Wapi Pay, based in Singapore and headquartered in Kenya has raised $2.2 Million in pre-seed funding to scale up global payments and remittances between Africa and Asia. Making international transfers faster, easier and much cheaper.
Founded in 2019 by brothers Paul Ndichu and Eddie Ndichu, Wapi Pay provides a payments gateway for African businesses to receive and send money from Asia via mobile money platforms and bank accounts.
The $2.2 million pre-seed investment that was recently announced will be vital to meeting targets to scale up global payments and remittances between Africa and Asia.
The round is one of the largest of its kind in East Africa and the continent. The venture firms that took part include China-based fund MSA Capital, known to have invested in unicorns Meituan, Nubank and Klarna; Pan-African and Africa-focused firms EchoVC, Kepple Africa and Future Hub; and Pan-Asian firms Transsion Holdings and Gobi Ventures.
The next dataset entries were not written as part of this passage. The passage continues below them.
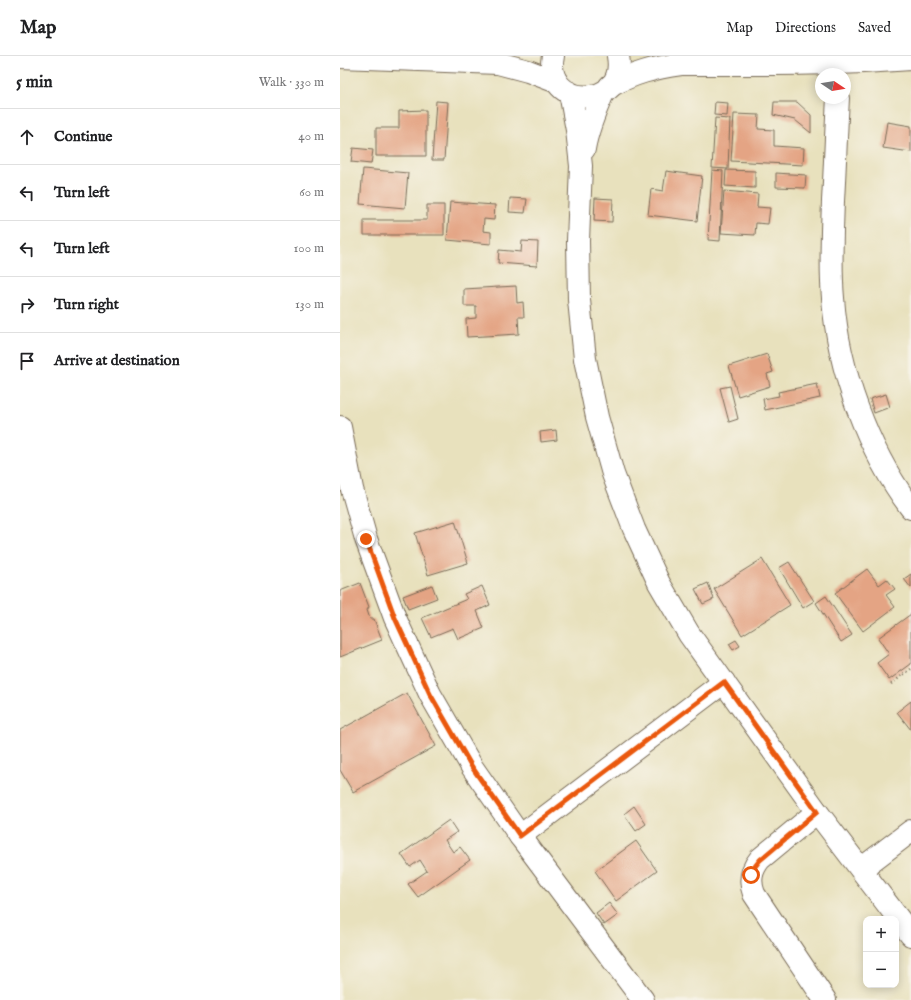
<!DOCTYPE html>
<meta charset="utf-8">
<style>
body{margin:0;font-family:"IM FELL English",serif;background:#f6f6f6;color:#202124}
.controls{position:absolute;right:12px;bottom:12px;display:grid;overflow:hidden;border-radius:8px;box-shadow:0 2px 10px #0003}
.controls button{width:36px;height:36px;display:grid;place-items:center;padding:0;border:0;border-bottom:1px solid #e0e0e0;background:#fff;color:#202124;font:20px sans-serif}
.compass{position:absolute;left:475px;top:12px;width:36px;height:36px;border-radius:50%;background:#fff;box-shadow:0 2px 10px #0003;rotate:102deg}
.stop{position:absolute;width:12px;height:12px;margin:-9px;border:3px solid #ea580c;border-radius:50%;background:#fff}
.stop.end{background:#ea580c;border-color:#fff;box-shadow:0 1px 4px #0008}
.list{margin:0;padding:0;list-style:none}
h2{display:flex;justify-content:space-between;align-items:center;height:52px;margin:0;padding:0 16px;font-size:17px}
h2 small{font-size:13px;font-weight:400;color:#757577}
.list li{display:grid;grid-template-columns:26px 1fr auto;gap:12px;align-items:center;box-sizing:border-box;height:56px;padding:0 16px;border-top:1px solid #e0e0e0}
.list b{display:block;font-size:15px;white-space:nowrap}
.list em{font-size:13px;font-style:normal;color:#757577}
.icon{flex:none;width:22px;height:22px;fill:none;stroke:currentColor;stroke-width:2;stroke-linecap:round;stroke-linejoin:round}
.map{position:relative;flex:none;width:571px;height:944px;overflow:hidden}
header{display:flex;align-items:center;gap:24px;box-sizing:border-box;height:56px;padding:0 20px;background:#fff;border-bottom:1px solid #e0e0e0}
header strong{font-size:19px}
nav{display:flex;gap:22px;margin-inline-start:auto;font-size:14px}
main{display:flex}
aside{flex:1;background:#fff}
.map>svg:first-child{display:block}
.building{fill:#e4a484}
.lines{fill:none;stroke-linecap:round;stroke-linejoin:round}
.minor-casing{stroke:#786a56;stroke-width:24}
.path{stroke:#786a56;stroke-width:2.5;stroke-dasharray:1 3;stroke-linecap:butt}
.minor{stroke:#fff;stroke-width:22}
.route{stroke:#ea580c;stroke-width:5}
</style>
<header>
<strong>Map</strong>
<nav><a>Map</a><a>Directions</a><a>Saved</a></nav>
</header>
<main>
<aside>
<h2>5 min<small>Walk · 330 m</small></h2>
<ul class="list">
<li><svg class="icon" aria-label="ahead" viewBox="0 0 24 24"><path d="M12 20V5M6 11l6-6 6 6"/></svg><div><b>Continue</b></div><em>40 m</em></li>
<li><svg class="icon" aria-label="left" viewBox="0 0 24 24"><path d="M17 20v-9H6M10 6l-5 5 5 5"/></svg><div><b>Turn left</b></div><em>60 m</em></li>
<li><svg class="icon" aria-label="left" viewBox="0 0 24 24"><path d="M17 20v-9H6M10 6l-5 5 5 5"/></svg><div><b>Turn left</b></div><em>100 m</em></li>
<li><svg class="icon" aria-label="right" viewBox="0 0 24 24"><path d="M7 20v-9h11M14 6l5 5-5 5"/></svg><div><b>Turn right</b></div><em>130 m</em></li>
<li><svg class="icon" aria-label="arrive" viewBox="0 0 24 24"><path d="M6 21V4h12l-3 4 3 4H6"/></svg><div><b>Arrive at destination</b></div></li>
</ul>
</aside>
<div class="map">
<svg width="571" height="944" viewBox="0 0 571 944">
<rect width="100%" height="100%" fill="#f7f3e8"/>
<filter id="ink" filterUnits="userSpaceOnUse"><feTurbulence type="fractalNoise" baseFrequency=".025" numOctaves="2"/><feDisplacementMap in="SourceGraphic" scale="8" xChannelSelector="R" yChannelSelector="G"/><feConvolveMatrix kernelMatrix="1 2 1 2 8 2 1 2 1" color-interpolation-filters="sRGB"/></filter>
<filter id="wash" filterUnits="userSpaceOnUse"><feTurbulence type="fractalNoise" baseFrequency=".012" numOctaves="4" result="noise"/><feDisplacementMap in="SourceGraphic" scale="16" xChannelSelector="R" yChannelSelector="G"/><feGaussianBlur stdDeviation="0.9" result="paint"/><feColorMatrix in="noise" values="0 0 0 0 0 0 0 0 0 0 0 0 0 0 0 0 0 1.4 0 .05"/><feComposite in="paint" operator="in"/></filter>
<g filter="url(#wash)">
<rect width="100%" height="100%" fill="#e8e1bd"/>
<g id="blocks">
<!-- building -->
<g class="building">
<path d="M96 45 108 46 104 104H92Z"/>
<path d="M375 46 388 47 387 60 374 59Z"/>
<path d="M434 46H457L471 59V77L455 64 433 59Z"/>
<path d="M86 54V100H36V72H59V55Z"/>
<path d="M394 58 419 59 418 73 434 74V90L464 92 463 109 391 105Z"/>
<path d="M375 62 390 63 388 113 372 112Z"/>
<path d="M547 66 571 70V96L543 92Z"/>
<path d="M13 92 33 94 31 108 11 106Z"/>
<path d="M23 113 68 117 65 152 20 148Z"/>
<path d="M372 114 383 115 380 185 368 184Z"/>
<path d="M386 114 415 115V132L385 130Z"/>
<path d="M326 115 362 120 357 165 308 159 311 133 323 135Z"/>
<path d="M436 117 466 119 465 132 436 131Z"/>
<path d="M384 135 418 138 417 151 430 152 428 168 416 167 415 179 381 177Z"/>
<path d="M170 142 187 143 185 157 169 156Z"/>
<path d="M255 142 273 143 272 166 254 165Z"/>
<path d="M110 146 155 149 154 164 144 163 143 175 151 176V188L107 184Z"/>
<path d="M87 149H104V179H24V164H87Z"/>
<path d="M182 185 198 186 197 210 158 207 159 194 181 196Z"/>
<path d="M176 230 177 247 183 246 184 261H178L179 278 127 281 126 263 136 262V250H124V233Z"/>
<path d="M427 298 433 316 427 318 430 330 398 340 389 310Z"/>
<path d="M477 328 480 342 425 354 423 343 439 340 438 336Z"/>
<path d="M390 330 398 363 389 366 380 332Z"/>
<path d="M546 338 550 351 534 357 530 343Z"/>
<path d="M216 374 217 384 201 386 200 376Z"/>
<path d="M115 465 128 507 88 519 75 477Z"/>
<path d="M422 503 450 549 402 579 374 533Z"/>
<path d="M449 506 474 545 463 552 439 512Z"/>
<path d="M527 513 539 529 547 523 555 533 546 539 555 551 523 575 495 537Z"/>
<path d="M571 518V532L564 523Z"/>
<path d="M20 527 29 551 27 554 30 563H34L42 584 0 601V535Z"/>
<path d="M368 527 374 543 363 548 355 533Z"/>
<path d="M92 529 97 542 68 553 63 540Z"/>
<path d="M142 530 150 549 137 555 144 572 118 583 113 572 91 581 82 562 127 543 124 538Z"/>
<path d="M486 540 512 579 501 586 476 547Z"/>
<path d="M571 558V608L549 624 537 607 549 598 538 582Z"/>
<path d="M396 584 400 590 393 594 389 588Z"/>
<path d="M67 637 96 690 13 736 0 714V674Z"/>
<path d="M571 645V674L557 656Z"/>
<path d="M294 750 306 768 296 775 284 758Z"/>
<path d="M109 764 117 776 105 784 113 796 120 791 130 804 78 841 68 828 87 815 80 804 70 811 61 798Z"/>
<path d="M296 785 317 815 276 845 255 815Z"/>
<path d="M269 847 278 859 264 869 256 857Z"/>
</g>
</g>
</g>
<g filter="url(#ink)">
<use href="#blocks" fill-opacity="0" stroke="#786a56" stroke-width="1"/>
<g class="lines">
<!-- minor casing -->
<g class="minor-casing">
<g id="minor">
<path d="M213 0C202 53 288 55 278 0"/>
<path d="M0 1 158 7 188 15 217 26"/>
<path d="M270 30C295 17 313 12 341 8 418 8 494 9 571 3"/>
<path d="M230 37 237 74 241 110 238 185 239 244 245 303 257 361 273 418 294 473 319 527 349 578 477 756 571 879"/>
<path d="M498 42C496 76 495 111 493 145 492 177 490 210 493 242 498 314 528 395 571 452"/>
<path d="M244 93C247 74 255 55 263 37"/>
<path d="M0 371 12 433 26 483 55 562 90 638 132 711 180 780 303 944"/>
<path d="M477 756 420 803C411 814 409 825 414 838L485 944"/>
<path d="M180 780 384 626"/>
<path d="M521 813 571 775"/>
</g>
</g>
<!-- path -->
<path class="path" d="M551 628 571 613"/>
<!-- minor -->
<use href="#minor" class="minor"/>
</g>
</g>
<g class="lines" filter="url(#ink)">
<!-- route -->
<path class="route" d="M26 483 55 562 90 638 132 711 180 780 384 626 477 756 420 804 413 813 411 819"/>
</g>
</svg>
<div class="controls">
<button>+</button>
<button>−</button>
</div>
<svg class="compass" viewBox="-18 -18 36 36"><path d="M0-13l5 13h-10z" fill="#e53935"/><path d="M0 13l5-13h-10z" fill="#757577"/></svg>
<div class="stop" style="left:411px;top:819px"></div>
<div class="stop end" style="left:26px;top:483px"></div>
</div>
</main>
Wapi Pay will use the investments to engage regulators for licensing across Africa and for scale, product and geographical expansion.
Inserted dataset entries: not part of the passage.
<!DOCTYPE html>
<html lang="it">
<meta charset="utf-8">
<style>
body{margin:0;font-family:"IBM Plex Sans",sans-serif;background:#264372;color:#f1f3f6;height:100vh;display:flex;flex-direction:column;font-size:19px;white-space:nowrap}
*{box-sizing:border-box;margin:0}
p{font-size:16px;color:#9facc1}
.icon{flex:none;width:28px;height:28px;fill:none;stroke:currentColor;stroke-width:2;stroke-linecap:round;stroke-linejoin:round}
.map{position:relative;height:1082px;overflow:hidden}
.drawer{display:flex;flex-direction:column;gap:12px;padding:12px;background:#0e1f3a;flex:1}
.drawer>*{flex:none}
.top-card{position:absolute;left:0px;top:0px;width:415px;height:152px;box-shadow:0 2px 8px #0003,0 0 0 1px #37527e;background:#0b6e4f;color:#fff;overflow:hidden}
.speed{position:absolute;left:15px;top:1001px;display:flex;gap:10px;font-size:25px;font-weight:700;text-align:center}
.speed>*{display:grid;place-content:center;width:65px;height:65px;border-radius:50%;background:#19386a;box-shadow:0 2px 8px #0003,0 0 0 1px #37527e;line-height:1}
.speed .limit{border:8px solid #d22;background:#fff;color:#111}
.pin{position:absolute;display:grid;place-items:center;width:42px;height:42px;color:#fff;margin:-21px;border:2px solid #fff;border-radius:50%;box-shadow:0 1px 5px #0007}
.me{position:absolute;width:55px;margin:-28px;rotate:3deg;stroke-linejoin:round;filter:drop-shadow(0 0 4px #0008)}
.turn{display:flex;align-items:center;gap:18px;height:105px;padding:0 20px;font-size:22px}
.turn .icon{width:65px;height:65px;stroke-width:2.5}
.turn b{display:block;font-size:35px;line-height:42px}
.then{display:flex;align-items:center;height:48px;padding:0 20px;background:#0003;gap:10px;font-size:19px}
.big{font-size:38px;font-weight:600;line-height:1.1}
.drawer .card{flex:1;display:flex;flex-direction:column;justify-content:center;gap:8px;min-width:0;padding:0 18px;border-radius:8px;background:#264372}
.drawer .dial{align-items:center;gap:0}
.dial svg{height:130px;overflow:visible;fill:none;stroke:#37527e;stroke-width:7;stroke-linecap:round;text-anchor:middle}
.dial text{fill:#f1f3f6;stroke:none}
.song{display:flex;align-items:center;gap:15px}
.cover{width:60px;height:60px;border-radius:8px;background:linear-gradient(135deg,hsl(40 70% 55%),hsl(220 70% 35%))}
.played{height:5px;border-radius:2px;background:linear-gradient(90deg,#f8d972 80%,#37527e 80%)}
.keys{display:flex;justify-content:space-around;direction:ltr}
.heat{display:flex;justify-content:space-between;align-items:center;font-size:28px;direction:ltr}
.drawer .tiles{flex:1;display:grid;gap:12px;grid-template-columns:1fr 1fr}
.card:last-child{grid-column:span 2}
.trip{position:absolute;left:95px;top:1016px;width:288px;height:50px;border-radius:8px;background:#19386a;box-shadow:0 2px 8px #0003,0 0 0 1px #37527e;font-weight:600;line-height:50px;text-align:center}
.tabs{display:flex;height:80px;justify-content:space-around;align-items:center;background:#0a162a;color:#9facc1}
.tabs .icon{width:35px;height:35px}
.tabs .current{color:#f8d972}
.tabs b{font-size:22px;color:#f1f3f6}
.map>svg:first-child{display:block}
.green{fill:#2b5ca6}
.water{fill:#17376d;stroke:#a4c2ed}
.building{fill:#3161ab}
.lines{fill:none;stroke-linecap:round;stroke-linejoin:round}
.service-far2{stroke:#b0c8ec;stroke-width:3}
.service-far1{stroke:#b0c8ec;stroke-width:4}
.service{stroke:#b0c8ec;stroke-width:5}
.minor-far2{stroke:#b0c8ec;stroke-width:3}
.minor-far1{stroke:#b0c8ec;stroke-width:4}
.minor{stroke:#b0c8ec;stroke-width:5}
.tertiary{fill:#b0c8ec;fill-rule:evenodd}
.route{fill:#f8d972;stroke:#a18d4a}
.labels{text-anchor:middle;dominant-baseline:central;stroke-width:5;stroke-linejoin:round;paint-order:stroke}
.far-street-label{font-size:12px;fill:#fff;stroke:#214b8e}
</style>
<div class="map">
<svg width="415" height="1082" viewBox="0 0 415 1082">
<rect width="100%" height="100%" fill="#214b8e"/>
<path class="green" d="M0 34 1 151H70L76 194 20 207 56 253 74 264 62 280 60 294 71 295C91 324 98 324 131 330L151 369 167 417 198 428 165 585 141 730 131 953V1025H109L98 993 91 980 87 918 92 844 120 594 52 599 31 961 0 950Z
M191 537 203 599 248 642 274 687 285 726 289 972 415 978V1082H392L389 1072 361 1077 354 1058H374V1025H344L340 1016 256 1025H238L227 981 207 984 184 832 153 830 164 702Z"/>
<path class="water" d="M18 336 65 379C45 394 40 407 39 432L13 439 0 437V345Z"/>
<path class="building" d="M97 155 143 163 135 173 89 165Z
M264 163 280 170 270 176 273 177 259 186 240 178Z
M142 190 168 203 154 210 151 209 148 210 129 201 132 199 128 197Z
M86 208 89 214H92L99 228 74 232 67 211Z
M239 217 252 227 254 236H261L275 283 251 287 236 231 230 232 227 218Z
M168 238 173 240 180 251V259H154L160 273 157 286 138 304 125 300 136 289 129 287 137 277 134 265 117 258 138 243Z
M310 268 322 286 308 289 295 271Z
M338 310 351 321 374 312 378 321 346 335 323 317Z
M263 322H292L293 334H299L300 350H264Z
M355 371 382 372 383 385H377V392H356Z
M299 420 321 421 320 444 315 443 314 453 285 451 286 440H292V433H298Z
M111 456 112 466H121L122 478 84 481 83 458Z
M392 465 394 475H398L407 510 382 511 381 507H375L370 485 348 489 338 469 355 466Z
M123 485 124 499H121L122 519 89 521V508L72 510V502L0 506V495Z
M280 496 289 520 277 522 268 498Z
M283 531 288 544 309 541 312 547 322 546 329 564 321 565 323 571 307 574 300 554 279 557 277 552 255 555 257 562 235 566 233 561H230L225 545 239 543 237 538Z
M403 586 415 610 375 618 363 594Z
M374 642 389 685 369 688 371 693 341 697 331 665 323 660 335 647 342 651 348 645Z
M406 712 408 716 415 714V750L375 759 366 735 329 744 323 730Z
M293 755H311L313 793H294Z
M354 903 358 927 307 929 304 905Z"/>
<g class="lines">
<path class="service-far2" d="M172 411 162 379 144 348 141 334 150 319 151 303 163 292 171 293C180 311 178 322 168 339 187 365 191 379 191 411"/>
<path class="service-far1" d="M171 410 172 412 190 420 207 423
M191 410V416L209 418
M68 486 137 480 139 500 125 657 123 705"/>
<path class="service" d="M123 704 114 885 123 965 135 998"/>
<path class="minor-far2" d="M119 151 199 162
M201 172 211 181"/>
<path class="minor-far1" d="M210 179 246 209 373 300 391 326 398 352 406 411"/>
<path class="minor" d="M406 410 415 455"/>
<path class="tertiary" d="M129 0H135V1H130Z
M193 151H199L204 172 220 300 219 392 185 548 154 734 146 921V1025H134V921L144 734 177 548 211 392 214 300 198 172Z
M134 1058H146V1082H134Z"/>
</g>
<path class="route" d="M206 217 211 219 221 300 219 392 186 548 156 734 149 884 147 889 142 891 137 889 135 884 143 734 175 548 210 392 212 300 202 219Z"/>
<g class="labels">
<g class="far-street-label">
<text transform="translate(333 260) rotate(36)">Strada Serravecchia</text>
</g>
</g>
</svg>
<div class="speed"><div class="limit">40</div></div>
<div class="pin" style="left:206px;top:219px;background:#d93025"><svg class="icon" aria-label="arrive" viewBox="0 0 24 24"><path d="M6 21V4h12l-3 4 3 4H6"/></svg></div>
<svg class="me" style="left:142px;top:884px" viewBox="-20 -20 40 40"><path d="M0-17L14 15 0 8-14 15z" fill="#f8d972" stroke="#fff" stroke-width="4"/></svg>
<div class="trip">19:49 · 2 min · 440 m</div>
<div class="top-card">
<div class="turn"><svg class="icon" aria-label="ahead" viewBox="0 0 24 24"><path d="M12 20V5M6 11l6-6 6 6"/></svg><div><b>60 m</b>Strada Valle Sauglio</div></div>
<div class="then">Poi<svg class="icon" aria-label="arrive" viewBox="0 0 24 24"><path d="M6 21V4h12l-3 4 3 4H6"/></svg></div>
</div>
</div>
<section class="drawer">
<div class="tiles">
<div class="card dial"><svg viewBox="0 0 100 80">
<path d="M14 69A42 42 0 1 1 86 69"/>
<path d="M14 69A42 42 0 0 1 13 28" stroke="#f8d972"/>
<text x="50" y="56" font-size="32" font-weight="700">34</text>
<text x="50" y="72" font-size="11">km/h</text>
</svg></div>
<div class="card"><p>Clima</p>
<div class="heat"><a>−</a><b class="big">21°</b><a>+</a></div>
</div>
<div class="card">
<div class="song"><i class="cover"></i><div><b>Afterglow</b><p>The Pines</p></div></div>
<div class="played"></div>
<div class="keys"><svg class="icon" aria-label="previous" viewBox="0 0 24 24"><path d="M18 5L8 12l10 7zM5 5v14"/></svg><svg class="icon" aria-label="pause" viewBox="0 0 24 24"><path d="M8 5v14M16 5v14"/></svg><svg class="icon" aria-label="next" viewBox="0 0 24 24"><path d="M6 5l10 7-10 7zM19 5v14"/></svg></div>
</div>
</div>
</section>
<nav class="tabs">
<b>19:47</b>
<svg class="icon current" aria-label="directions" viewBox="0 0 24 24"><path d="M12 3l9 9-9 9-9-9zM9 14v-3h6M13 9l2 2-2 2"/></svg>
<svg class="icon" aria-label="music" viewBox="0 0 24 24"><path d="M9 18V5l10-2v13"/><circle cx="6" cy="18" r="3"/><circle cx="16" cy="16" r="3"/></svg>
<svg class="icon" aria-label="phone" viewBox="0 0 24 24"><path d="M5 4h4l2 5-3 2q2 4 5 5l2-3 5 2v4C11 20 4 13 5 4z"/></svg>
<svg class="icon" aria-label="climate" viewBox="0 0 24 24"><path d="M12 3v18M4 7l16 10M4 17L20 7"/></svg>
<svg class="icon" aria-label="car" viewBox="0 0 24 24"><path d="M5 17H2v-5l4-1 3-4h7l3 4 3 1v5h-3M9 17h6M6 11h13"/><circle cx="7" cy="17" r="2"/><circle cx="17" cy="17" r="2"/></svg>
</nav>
“These funds will help Wapi Pay diversify our products range and drive growth so that we can evolve remittances into real-time global cross-border payments, starting with Africa and Asia. All while minimising the cost of transactions, it needs to be as easy as sending M-PESA,” Eddie added.
Wapi Pay focuses on the Africa-Asia remittance corridor. China-Africa trade jumped 27% to $52.1 billion in the first quarter of this year 2021 compared with 2020, buoyed by the recovery of economies after the coronavirus pandemic.
Today traders have to endure high remittances fees of up to 15% of the amount, waiting period of up to five days, and are exposed the high risk of consistent reversals due to unmatched instructions, with Wapi Pay the cost reduces to below 3% and same day payout.